Write out each line of the listing as it stands, without the images.
########
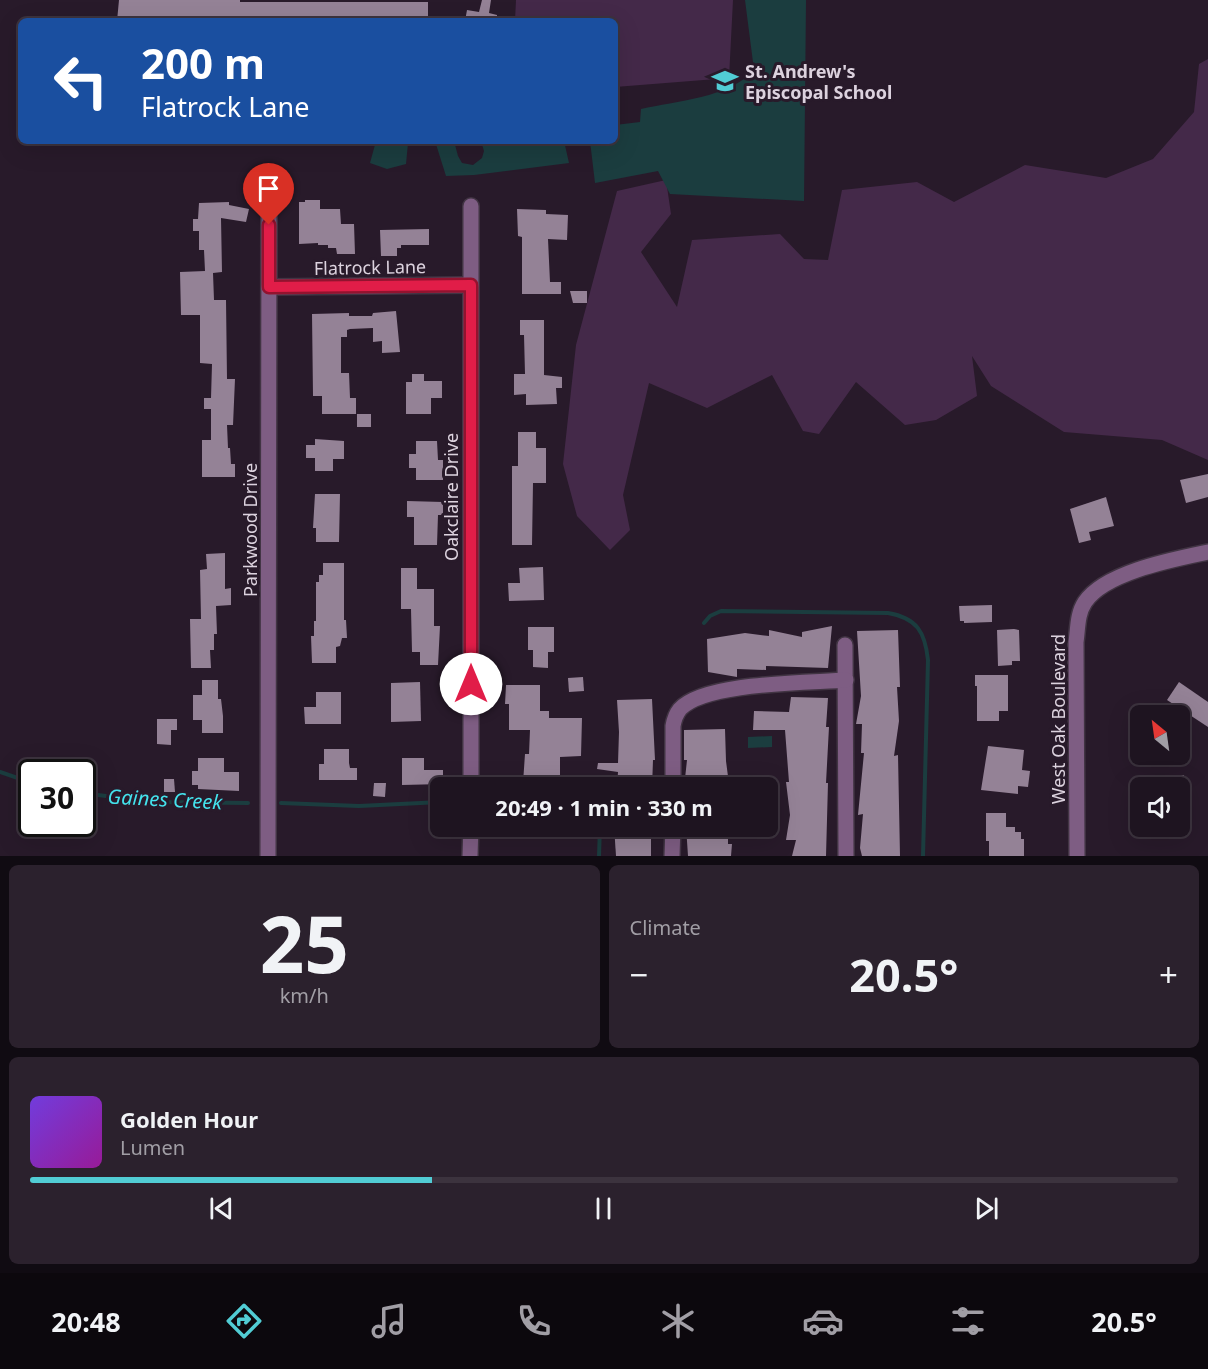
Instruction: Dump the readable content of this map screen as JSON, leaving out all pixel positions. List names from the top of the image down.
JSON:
{
  "streets": {
    "street": [
      "Flatrock Lane",
      "Oakclaire Drive",
      "Parkwood Drive",
      "West Oak Boulevard"
    ]
  },
  "crossings": [
    ["Flatrock Lane", "Oakclaire Drive"],
    ["Flatrock Lane", "Parkwood Drive"]
  ],
  "water": ["Gaines Creek"],
  "places": {
    "school or university": ["St. Andrew's Episcopal School"]
  },
  "north": "top left",
  "page": {
    "turn": ["200 m", "Flatrock Lane"],
    "limit": "30",
    "trip": "20:49 · 1 min · 330 m",
    "tile": [
      ["25", "km/h"],
      "Climate"
    ],
    "heat": ["−", "20.5°", "+"],
    "song": ["Golden Hour", "Lumen"],
    "tabs": ["20:48", "20.5°"]
  }
}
########
Written response.
Instruction: Dump the readable content of this map screen as JSON, leaving out all pixel positions. List names from the top of the image down.
JSON:
{
  "streets": {
    "street": [
      "Flatrock Lane",
      "Oakclaire Drive",
      "Parkwood Drive",
      "West Oak Boulevard"
    ]
  },
  "crossings": [
    ["Flatrock Lane", "Oakclaire Drive"],
    ["Flatrock Lane", "Parkwood Drive"]
  ],
  "water": ["Gaines Creek"],
  "places": {
    "school or university": ["St. Andrew's Episcopal School"]
  },
  "north": "top left",
  "page": {
    "turn": ["200 m", "Flatrock Lane"],
    "limit": "30",
    "trip": "20:49 · 1 min · 330 m",
    "tile": [
      ["25", "km/h"],
      "Climate"
    ],
    "heat": ["−", "20.5°", "+"],
    "song": ["Golden Hour", "Lumen"],
    "tabs": ["20:48", "20.5°"]
  }
}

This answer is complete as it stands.